▶ [TASK OBJECTIVE]: Set down word for word each line from the start of the listing through the line that contains "Where are all", both included.

▶ [SUPPLIED MATERIAL]:
= Beginning of Section =
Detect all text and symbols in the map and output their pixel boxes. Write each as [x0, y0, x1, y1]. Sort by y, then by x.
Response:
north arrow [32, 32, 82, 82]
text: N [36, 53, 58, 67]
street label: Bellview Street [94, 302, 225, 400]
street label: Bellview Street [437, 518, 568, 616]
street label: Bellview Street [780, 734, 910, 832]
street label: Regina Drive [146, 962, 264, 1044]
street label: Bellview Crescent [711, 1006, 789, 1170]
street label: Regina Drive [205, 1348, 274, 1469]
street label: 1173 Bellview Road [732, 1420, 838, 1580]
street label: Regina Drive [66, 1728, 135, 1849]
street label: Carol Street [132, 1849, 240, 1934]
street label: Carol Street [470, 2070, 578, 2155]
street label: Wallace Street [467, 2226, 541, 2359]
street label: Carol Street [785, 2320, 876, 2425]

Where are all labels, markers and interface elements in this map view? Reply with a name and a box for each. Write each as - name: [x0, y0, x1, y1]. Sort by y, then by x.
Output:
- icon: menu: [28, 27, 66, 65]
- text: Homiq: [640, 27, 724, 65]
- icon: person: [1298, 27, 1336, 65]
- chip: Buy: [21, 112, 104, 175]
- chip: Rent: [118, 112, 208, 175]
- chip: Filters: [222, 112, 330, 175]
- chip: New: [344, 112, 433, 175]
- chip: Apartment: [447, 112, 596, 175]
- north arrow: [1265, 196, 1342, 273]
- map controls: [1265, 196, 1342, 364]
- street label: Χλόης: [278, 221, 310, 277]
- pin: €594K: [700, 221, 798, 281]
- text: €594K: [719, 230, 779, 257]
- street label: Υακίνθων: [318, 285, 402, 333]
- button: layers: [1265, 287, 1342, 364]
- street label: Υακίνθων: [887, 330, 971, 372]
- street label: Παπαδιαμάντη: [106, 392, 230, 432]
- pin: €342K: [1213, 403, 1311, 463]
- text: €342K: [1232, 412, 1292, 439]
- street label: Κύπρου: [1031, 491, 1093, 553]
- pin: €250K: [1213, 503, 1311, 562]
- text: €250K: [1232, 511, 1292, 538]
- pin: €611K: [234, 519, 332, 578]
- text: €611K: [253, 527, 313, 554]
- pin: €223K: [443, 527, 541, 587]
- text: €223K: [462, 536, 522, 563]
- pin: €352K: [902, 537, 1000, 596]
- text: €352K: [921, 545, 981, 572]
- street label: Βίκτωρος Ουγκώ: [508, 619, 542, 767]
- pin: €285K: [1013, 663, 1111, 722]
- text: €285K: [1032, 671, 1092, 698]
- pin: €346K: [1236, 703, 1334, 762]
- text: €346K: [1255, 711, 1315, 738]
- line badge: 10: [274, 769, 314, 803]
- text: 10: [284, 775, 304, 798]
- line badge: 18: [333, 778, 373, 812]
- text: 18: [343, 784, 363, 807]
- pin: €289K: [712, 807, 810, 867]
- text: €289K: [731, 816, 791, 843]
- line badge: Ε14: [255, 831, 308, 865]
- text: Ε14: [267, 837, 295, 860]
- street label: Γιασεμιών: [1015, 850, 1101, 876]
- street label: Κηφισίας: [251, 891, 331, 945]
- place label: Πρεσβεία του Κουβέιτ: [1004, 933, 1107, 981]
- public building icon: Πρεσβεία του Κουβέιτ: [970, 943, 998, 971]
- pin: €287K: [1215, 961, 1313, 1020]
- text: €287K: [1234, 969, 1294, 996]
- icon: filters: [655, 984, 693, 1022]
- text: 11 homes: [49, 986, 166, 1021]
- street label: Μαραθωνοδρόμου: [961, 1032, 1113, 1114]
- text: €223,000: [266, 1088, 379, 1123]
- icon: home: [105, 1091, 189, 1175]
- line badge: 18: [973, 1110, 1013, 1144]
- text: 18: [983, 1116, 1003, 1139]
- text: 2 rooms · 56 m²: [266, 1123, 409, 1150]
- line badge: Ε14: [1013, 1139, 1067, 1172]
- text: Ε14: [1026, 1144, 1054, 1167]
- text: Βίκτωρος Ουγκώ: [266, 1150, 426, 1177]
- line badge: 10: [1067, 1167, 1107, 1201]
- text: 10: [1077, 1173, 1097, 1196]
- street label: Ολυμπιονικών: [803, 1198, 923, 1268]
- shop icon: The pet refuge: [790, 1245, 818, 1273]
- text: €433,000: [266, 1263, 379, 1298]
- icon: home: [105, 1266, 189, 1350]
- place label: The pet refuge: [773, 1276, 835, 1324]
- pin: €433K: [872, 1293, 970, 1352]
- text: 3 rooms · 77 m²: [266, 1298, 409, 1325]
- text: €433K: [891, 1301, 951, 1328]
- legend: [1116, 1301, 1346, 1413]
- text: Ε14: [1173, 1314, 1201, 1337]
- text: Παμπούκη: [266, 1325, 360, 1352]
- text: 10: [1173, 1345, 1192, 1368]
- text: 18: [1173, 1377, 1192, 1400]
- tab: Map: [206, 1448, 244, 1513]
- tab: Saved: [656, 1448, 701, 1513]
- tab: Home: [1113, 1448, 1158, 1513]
= End of Section =
▶ [RESPONSE TO THIS EXERCISE]:
Detect all text and symbols in the map and output their pixel boxes. Write each as [x0, y0, x1, y1]. Sort by y, then by x.
Response:
north arrow [32, 32, 82, 82]
text: N [36, 53, 58, 67]
street label: Bellview Street [94, 302, 225, 400]
street label: Bellview Street [437, 518, 568, 616]
street label: Bellview Street [780, 734, 910, 832]
street label: Regina Drive [146, 962, 264, 1044]
street label: Bellview Crescent [711, 1006, 789, 1170]
street label: Regina Drive [205, 1348, 274, 1469]
street label: 1173 Bellview Road [732, 1420, 838, 1580]
street label: Regina Drive [66, 1728, 135, 1849]
street label: Carol Street [132, 1849, 240, 1934]
street label: Carol Street [470, 2070, 578, 2155]
street label: Wallace Street [467, 2226, 541, 2359]
street label: Carol Street [785, 2320, 876, 2425]

Where are all labels, markers and interface elements in this map view? Reply with a name and a box for each. Write each as - name: [x0, y0, x1, y1]. Sort by y, then by x.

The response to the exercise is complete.